I did have the "Plot executions" set to "Markers Only" but the computer got turned off before I had a chance to print.
I think when you are just learning a new system on sim, especially a system like this, where the entry signals are tedious because you have count price bars, count MA bars, check slope angles, and check thresholds for multiple indicators, etc. all in real time, then it becomes important for you to take as many signals as possible while you are on sim, so that identifying the entries will become 2nd nature to you.
You don't want to be trading live, and realize, Oops I forgot to check this indicator or that threshold, or was the tail of this bar really touching that MA, or was that MA really going down for 2 bars, etc, and only realizing this after you've hit the buy button. This is where taking as many trades as possible in sim, which meet all your criteria, becomes crucial. You want to get to the point where you can look at a chart and recognize your entries in 3 seconds flat, or better yet, to the point where you can see a signal setting up before it actually fires. In my personal trading method, I can see a signal setting up multiple bars before the signal actually fires.

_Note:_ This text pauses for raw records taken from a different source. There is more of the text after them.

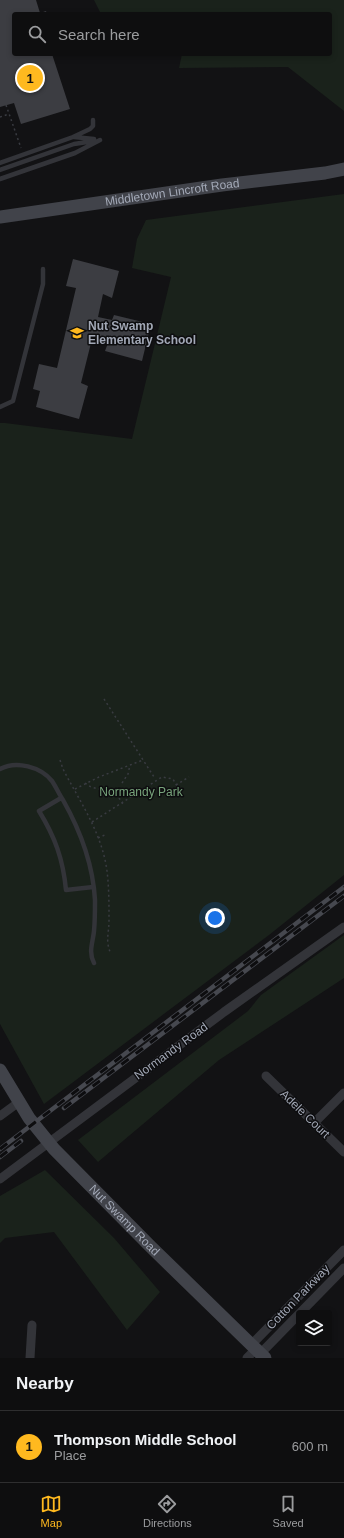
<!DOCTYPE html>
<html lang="en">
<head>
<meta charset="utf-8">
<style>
  body { margin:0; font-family:Helvetica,sans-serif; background:#171718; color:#f1f3f6 }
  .controls { position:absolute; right:12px; bottom:12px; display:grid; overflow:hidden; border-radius:4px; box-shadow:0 2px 6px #0003 }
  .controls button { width:36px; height:36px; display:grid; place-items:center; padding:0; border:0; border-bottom:1px solid #2e2e2f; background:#0e0e0f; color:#f1f3f6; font:20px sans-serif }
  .you { position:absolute; left:215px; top:918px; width:14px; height:14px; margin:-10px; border:3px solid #fff; border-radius:50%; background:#1a73e8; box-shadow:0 0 0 6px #1a73e833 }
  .badge { display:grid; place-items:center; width:26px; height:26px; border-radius:50%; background:#ffb91f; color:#111; font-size:13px; font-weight:700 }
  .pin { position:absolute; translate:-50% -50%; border:2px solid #fff; box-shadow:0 1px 4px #0006 }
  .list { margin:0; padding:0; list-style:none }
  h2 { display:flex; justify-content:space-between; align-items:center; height:52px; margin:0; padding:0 16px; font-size:17px }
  h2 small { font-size:13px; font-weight:400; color:#9b9c9e }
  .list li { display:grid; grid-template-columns:26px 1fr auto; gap:12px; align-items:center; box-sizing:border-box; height:72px; padding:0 16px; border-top:1px solid #2e2e2f }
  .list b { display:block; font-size:15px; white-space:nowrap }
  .list p { margin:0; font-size:13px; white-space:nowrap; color:#9b9c9e }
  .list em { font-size:13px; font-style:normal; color:#9b9c9e }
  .icon { flex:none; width:22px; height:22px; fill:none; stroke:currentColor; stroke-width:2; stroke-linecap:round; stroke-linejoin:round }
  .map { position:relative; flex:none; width:344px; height:1358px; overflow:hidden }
  .search { position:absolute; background:#0e0e0f; box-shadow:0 2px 6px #0003; left:12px; right:12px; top:12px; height:44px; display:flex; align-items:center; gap:10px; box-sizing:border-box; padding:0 14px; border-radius:4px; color:#9b9c9e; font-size:15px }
  .sheet { height:124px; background:#0e0e0f }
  nav { display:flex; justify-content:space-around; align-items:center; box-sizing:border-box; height:56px; border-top:1px solid #2e2e2f; background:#0e0e0f; font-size:11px; color:#9b9c9e }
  nav a { display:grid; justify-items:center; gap:2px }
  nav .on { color:#ffb91f }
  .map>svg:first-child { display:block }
  .green { fill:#1a221b }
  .building { fill:#3c3d42 }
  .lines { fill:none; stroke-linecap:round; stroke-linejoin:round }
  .path { stroke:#393b41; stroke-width:1.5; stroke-dasharray:2 3; stroke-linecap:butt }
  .service { stroke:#333439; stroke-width:4.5 }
  .minor { stroke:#333439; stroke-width:9 }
  .secondary { stroke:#41434a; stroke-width:13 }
  .rail-casing { stroke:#46484f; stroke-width:4.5 }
  .rail { stroke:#0d0d0f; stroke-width:3; stroke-dasharray:9; stroke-linecap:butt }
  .labels { text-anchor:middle; stroke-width:3; stroke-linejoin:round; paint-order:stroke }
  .street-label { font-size:12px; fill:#a2a8b6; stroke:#0d0d0f }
  .poi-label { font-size:12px; font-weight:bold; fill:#a2a8b6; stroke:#0d0d0f; text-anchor:start }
  .park-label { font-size:12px; fill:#77a37b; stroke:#0d0d0f }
</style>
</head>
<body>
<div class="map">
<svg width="344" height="1358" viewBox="0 0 344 1358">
  <rect width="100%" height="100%" fill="#121214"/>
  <!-- green -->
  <path class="green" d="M94,0H344V111L288,67L179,68L182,54H330V14H101Z
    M344,194V875L269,935L44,1104L0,1024V423H5L132,439L171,277L132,268L137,239L146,220Z
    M344,935V978L219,1060L98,1162L78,1140L248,1011L261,995Z
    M45,1170L114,1238L160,1292L127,1330L54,1232L5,1238L0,1243V1196Z"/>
  <!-- building -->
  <path class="building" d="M0,0H36L40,13L46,11L47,14H14V54H52L70,109L21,124L14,103L0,107Z
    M73,259L119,271L112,298L103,294L98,317L112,320L114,315L151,324L142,361L105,351L108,343L92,339L81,383L88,386L79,419L36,407L40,391L33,389L39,364L57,368L76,288L66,286Z"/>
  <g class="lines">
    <!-- path -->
    <path class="path" d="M6,105L21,148
      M0,117L9,114
      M104,699L154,777
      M60,760L63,769C80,802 102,833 107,871C109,887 109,904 109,920C109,934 105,941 111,954
      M85,783L91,787L103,790
      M122,783L128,774L130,765
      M176,785L189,777
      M75,789L99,777L143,760
      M119,798L124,806
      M92,822L162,777L173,779L181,793
      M98,838L107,834"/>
    <!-- service -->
    <path class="service" d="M74,137L94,139
      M0,163L73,137L90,129L93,126V120
      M0,170L74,144L94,141
      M0,179L75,153L100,140
      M0,407L13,401L43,284V269
      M0,769C16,760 41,767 52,781C56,787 59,794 63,800C80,830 93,865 95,900C95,910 95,921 94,931C93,942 88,952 94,963
      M61,798L39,811C55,837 63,859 66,890L93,887"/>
    <!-- minor -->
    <path class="minor" d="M266,1076L344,1152
      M0,1116L19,1102
      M314,1123L344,1093
      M0,1179L224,1012L344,927
      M300,1313L344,1268
      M251,1345L344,1250
      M260,1354L299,1314
      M30,1358L32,1325
      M247,1358L256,1349"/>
    <!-- secondary -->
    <g class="secondary">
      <path id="s1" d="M0,217L222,185L325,173L344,169"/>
      <path id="s2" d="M0,1070L29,1118L54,1149L151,1247L265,1358"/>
    </g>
    <!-- rail casing -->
    <g class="rail-casing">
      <path id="rail" d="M64,1108L344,896
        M0,1149L344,887
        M0,1157L21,1141"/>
    </g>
    <!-- rail -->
    <use href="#rail" class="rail"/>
  </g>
  <!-- icons -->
  <defs>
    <g id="school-bare" transform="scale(1.08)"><path d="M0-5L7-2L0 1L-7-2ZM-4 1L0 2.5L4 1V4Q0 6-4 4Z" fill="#ffb91f" stroke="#0d0d0f" stroke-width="2.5" paint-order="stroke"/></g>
  </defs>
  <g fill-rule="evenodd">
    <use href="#school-bare" x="77" y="333"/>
  </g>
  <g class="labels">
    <!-- street labels -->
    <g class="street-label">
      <text dy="4" stroke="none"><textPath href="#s1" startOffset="174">Middletown Lincroft Road</textPath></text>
      <text transform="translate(171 1051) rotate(-36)" y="4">Normandy Road</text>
      <text transform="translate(305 1114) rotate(44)" y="4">Adele Court</text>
      <text dy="4" stroke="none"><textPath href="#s2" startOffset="196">Nut Swamp Road</textPath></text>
      <text transform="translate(298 1297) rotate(-46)" y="4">Cotton Parkway</text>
    </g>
    <!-- poi labels -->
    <g class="poi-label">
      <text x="88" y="330">Nut Swamp<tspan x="88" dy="14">Elementary School</tspan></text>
    </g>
    <!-- park labels -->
    <g class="park-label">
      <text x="141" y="796">Normandy Park</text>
    </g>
  </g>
</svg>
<div class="controls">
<button><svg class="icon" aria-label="layers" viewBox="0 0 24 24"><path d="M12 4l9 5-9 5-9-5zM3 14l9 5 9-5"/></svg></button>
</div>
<div class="you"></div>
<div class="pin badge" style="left:30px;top:78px">1</div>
<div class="search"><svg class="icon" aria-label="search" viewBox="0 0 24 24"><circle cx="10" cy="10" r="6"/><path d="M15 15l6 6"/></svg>Search here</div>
</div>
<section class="sheet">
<h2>Nearby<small></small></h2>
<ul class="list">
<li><span class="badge">1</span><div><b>Thompson Middle School</b><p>Place</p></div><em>600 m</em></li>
</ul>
</section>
<nav>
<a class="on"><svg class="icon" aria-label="map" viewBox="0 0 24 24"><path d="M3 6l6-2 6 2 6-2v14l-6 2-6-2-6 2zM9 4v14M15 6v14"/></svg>Map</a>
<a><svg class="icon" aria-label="directions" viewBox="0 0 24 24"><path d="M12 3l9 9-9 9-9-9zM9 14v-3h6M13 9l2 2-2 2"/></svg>Directions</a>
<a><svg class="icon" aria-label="saved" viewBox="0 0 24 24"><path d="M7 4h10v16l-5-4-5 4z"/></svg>Saved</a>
</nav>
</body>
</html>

So, although I understand the psychological reasons of quitting while you are ahead, especially for new traders, that should not come into play when you are learning a new system, and proving to yourself in sim that that system works for you. I would advise you to take a couple of hours and check out the entry signals indicator for this method to see if that might help you with all the tedious signal identification tasks, then you can spend more time on analyzing market conditions, and other discretionary data in order to judge which signals to take or not.

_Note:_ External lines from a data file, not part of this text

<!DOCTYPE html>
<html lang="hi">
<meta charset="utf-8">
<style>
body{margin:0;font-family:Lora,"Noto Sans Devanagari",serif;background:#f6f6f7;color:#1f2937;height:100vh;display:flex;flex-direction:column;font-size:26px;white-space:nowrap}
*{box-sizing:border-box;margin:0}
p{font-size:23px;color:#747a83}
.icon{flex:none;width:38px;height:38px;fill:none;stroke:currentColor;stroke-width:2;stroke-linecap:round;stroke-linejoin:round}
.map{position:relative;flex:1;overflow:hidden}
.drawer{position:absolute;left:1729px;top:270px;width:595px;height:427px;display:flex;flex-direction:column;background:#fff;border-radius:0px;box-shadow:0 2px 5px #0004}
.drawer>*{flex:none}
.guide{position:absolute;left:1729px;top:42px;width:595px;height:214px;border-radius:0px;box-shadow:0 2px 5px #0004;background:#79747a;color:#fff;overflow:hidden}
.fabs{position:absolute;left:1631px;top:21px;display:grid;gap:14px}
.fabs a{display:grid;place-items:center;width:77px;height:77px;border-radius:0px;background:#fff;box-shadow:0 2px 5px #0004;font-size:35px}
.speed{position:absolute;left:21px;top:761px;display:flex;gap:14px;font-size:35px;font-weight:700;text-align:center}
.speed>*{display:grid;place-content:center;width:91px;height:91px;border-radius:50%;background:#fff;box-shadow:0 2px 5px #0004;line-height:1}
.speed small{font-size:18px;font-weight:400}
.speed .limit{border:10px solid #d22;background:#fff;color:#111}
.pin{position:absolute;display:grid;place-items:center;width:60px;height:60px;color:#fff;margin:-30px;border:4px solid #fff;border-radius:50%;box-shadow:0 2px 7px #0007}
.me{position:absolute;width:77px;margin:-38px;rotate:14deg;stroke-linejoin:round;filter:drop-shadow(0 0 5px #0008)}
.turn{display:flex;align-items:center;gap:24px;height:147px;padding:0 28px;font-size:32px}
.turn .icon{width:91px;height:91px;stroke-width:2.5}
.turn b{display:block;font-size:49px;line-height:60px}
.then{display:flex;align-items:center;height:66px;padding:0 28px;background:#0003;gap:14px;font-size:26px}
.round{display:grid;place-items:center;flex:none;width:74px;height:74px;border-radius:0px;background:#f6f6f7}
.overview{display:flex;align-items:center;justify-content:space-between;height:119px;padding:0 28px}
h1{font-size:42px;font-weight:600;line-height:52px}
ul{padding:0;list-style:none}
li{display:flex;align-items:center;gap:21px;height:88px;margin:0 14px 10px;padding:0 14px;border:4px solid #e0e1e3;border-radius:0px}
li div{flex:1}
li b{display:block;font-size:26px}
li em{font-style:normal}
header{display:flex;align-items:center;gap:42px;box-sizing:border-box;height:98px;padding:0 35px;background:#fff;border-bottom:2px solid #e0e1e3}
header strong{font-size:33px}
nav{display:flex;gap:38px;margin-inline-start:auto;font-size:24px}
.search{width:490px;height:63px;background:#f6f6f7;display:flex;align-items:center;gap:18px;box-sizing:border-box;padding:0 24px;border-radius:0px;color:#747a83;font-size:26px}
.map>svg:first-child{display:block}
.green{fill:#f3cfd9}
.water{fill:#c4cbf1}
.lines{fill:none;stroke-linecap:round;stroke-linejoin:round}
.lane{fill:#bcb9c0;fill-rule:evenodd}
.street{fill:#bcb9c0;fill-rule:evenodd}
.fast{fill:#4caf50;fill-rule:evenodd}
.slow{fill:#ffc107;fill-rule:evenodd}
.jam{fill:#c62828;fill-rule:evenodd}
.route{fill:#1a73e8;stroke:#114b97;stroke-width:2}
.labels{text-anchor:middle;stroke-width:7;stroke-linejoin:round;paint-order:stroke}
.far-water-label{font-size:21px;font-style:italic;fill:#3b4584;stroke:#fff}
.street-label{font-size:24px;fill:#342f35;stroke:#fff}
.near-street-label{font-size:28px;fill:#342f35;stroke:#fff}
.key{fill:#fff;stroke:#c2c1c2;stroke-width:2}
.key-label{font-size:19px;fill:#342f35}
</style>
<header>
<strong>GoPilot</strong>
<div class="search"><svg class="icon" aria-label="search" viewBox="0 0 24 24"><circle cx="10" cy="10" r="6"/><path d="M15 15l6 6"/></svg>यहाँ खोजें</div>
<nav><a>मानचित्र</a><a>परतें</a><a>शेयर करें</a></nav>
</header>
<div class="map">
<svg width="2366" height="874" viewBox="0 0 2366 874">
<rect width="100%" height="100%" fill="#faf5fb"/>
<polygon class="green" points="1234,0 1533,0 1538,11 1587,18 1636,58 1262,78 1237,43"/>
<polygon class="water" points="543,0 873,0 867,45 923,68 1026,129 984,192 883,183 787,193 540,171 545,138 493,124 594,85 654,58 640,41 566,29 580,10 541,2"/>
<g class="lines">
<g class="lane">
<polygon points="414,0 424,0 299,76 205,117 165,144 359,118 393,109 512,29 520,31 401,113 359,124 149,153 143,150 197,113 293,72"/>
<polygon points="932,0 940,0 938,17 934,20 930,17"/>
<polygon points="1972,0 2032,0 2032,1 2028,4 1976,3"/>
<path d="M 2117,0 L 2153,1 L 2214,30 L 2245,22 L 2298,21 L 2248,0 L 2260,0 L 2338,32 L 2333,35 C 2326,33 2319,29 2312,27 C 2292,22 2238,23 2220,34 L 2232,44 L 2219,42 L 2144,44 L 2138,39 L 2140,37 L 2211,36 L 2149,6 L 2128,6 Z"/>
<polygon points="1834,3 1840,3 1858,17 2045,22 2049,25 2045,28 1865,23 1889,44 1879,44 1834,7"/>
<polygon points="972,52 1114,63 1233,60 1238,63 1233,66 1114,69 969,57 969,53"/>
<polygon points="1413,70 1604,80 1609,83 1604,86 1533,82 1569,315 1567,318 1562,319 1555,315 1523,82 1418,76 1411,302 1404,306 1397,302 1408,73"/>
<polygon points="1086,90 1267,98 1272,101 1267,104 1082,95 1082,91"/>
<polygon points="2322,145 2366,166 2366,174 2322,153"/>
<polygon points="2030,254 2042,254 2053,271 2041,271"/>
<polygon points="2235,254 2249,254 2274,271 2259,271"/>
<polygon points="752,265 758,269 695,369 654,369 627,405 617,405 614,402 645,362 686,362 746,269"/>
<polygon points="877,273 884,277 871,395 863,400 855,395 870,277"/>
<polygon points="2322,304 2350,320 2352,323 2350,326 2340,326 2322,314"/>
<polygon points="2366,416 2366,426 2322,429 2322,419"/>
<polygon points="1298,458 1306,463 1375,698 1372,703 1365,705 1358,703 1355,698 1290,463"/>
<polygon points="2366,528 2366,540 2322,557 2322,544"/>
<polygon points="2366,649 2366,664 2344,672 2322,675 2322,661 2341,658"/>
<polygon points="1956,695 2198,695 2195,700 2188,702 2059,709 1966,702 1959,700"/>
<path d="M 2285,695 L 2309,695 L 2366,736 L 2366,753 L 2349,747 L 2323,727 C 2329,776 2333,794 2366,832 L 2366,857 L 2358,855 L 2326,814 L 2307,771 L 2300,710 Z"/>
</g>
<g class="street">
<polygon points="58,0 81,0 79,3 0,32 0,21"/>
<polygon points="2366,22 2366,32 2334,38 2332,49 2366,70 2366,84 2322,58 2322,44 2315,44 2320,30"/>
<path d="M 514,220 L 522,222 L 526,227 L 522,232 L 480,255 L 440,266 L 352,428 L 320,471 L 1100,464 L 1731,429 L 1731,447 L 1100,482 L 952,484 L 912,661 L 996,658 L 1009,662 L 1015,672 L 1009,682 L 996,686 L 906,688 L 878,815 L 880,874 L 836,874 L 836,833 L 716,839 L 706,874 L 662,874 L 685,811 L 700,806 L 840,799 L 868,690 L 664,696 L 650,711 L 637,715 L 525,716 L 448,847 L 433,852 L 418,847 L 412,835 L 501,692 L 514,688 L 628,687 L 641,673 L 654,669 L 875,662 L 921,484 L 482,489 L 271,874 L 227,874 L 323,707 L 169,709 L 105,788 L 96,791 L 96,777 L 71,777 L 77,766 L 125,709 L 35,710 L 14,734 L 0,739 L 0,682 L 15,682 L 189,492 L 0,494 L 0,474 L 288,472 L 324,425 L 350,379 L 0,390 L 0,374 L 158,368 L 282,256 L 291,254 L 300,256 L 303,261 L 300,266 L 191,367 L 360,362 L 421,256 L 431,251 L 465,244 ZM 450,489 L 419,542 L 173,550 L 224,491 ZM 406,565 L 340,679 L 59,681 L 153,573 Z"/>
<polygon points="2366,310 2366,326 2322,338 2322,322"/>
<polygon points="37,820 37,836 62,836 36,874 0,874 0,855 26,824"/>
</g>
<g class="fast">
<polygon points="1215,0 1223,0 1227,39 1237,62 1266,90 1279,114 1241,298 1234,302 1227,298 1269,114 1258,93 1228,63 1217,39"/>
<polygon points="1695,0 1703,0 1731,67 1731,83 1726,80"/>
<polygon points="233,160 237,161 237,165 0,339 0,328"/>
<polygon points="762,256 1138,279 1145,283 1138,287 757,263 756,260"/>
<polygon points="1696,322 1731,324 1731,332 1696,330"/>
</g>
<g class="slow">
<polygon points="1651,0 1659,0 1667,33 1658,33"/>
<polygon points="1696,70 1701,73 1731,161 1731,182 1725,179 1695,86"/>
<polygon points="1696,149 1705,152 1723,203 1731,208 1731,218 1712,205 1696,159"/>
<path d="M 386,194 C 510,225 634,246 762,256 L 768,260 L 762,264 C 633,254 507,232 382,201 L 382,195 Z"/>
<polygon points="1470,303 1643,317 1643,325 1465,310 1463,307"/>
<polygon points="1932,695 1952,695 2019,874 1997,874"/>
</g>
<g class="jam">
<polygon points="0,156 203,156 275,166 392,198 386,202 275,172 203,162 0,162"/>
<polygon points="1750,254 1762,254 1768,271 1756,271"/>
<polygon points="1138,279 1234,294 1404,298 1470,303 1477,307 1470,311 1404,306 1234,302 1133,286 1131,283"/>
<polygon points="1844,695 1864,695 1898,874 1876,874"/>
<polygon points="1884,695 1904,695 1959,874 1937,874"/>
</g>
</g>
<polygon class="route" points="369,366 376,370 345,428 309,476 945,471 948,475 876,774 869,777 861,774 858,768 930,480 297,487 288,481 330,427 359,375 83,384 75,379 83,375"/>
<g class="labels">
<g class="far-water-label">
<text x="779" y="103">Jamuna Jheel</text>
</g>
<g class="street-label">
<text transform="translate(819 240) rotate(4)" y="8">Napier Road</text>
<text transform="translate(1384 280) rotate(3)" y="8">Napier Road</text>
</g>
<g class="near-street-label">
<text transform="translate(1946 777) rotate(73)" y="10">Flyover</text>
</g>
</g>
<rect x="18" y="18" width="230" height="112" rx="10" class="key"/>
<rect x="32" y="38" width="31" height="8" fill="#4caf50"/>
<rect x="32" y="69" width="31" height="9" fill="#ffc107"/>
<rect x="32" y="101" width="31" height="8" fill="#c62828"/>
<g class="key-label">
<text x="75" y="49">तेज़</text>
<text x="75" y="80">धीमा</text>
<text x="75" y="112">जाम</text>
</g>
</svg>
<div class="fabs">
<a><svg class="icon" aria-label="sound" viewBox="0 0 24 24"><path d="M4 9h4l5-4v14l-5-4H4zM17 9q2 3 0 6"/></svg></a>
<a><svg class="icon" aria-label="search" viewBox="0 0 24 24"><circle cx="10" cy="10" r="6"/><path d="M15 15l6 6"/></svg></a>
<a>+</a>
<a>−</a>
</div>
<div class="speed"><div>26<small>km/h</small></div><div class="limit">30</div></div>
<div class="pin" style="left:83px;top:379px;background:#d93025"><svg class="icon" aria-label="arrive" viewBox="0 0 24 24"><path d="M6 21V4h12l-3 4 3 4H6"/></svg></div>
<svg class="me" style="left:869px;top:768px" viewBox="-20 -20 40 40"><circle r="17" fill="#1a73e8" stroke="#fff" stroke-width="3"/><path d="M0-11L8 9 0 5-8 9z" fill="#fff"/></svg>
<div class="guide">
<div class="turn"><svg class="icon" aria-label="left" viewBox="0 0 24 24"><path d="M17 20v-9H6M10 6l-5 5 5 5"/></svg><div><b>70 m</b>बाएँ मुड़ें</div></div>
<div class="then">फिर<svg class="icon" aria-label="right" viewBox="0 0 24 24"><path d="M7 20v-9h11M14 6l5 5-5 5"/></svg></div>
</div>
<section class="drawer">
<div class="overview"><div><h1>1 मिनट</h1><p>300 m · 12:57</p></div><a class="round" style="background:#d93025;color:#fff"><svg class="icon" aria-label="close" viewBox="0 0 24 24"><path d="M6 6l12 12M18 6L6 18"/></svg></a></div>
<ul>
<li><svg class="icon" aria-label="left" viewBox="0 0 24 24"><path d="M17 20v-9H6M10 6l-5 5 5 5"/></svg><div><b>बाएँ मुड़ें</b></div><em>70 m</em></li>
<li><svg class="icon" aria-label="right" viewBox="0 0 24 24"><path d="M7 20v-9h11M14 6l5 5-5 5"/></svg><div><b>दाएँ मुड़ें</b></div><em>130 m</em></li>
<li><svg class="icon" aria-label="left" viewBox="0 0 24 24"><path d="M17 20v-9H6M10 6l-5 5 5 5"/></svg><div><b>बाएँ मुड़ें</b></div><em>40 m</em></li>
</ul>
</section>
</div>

The other thing I would caution you on, is to trade the simulator exactly the same way you would trade live in every aspect. Don't sit through more heat on a trade in sim then you would probably sit through if you were trading live. You also said you are trading 11 contracts, I don't know the size of your account, but don't trade more contracts in sim then you could possibly afford to trade live. If you are trading part time, don't trade the sim during times that you would normally not be trading live, etc.